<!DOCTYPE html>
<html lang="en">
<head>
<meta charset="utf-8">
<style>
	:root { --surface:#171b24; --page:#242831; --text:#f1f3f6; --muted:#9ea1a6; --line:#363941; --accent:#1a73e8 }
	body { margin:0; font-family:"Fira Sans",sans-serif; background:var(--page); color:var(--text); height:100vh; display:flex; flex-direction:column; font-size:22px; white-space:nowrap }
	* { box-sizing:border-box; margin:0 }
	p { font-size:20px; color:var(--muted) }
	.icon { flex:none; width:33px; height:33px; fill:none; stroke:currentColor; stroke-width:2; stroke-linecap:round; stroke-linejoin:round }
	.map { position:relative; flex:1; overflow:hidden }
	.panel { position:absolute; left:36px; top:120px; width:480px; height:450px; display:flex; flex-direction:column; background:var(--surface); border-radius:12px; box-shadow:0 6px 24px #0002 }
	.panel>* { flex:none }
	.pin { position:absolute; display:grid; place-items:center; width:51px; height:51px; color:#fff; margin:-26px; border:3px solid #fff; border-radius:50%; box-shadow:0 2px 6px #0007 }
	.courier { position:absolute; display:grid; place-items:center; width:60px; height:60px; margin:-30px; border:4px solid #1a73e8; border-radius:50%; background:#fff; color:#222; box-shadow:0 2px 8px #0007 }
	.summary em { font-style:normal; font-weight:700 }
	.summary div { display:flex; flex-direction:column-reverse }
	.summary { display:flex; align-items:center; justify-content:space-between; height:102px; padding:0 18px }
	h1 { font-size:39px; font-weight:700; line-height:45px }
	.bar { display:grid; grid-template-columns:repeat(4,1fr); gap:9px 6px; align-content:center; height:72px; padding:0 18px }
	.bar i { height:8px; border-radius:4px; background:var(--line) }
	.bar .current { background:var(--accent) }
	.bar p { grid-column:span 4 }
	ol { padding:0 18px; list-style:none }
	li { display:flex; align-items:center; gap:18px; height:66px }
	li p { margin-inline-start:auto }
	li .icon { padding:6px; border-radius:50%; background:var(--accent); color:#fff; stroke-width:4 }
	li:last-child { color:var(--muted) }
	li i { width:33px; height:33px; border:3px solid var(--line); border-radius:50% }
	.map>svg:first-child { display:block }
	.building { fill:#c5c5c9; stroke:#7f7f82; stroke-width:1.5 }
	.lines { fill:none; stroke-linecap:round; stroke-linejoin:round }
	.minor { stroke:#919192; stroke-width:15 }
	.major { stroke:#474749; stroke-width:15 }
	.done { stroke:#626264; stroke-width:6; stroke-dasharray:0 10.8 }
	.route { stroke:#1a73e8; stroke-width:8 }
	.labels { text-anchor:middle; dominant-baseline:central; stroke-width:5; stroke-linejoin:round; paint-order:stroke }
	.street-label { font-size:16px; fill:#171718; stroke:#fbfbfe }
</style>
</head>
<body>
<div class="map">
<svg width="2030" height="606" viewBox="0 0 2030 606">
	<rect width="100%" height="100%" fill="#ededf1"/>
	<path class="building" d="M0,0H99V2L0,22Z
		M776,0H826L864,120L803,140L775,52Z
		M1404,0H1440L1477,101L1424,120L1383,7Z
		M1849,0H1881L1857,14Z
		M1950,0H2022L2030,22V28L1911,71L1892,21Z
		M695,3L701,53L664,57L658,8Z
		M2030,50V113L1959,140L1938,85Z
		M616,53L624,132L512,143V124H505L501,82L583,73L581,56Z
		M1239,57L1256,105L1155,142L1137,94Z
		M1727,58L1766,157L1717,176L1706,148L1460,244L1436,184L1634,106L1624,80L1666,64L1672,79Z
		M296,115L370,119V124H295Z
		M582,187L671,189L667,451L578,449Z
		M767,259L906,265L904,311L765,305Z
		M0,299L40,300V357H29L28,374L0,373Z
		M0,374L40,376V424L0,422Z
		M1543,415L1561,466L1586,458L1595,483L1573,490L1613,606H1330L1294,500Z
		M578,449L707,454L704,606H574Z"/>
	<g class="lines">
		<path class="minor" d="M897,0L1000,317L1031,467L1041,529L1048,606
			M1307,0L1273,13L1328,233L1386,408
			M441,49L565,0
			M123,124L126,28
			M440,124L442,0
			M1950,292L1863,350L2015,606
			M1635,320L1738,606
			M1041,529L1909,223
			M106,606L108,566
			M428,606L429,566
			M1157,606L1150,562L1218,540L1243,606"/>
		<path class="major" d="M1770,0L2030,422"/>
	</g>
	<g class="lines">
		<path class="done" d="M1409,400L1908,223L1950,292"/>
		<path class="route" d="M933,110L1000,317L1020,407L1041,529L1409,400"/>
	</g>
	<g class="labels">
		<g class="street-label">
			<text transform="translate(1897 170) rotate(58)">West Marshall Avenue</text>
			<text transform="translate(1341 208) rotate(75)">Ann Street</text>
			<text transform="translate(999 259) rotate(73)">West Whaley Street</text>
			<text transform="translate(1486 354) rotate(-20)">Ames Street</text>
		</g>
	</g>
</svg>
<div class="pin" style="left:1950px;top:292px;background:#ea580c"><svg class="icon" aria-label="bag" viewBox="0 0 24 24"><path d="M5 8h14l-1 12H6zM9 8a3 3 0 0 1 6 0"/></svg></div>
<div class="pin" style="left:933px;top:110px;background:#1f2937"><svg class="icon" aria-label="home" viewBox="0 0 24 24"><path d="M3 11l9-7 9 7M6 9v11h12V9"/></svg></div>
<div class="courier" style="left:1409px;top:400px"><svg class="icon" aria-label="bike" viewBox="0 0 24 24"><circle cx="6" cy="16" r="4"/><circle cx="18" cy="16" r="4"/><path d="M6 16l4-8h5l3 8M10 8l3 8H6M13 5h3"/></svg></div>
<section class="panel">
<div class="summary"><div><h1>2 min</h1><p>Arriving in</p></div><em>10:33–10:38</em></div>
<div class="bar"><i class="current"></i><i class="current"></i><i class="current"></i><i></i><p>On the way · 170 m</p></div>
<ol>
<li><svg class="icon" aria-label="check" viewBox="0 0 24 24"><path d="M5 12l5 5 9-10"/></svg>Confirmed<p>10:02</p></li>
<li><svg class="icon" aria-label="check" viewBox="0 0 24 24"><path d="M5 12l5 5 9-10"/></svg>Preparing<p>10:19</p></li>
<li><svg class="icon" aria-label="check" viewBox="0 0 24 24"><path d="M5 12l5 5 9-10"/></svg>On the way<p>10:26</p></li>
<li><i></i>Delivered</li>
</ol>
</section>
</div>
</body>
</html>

━━━━━━━━━━

If a line in the records above holds the string "linecap", copy it out.

• ANSWER BOX
	.icon { flex:none; width:33px; height:33px; fill:none; stroke:currentColor; stroke-width:2; stroke-linecap:round; stroke-linejoin:round }
	.lines { fill:none; stroke-linecap:round; stroke-linejoin:round }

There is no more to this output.